→ Task prompt
With the string "Cowling" as the filter, copy each matching line from the records.

Stored records
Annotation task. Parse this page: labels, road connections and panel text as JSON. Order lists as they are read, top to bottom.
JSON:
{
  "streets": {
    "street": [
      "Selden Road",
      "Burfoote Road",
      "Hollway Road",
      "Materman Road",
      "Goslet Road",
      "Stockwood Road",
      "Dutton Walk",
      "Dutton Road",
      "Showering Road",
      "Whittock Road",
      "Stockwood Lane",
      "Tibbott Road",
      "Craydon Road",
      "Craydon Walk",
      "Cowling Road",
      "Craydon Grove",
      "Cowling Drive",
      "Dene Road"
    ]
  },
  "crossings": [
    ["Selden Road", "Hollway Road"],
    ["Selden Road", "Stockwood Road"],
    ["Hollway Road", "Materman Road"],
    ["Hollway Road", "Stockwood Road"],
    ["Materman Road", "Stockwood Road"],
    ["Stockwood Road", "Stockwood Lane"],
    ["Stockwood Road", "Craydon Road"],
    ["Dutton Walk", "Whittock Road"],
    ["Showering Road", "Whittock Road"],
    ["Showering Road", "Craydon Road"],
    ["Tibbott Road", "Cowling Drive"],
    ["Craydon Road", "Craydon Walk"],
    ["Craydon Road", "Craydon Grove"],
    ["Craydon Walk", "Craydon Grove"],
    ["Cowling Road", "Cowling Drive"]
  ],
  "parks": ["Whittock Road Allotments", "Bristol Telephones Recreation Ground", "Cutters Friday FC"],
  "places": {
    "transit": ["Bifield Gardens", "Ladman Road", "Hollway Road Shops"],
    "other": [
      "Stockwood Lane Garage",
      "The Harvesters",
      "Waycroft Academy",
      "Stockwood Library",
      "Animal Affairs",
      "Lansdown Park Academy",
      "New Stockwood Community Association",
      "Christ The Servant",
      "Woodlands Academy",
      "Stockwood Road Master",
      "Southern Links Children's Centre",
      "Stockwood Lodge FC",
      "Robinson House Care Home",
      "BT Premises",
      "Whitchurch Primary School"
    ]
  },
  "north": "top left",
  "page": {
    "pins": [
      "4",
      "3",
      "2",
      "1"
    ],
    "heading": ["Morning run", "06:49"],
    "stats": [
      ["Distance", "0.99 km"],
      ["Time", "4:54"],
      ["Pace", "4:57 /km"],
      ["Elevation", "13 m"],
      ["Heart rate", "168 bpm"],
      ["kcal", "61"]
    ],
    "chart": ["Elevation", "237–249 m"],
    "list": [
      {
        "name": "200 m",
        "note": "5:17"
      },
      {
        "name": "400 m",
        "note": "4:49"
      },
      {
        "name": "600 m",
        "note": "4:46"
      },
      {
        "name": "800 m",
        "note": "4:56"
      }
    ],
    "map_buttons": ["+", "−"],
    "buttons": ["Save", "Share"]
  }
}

→ Answer below
      "Cowling Road",
      "Cowling Drive",
    ["Tibbott Road", "Cowling Drive"],
    ["Cowling Road", "Cowling Drive"]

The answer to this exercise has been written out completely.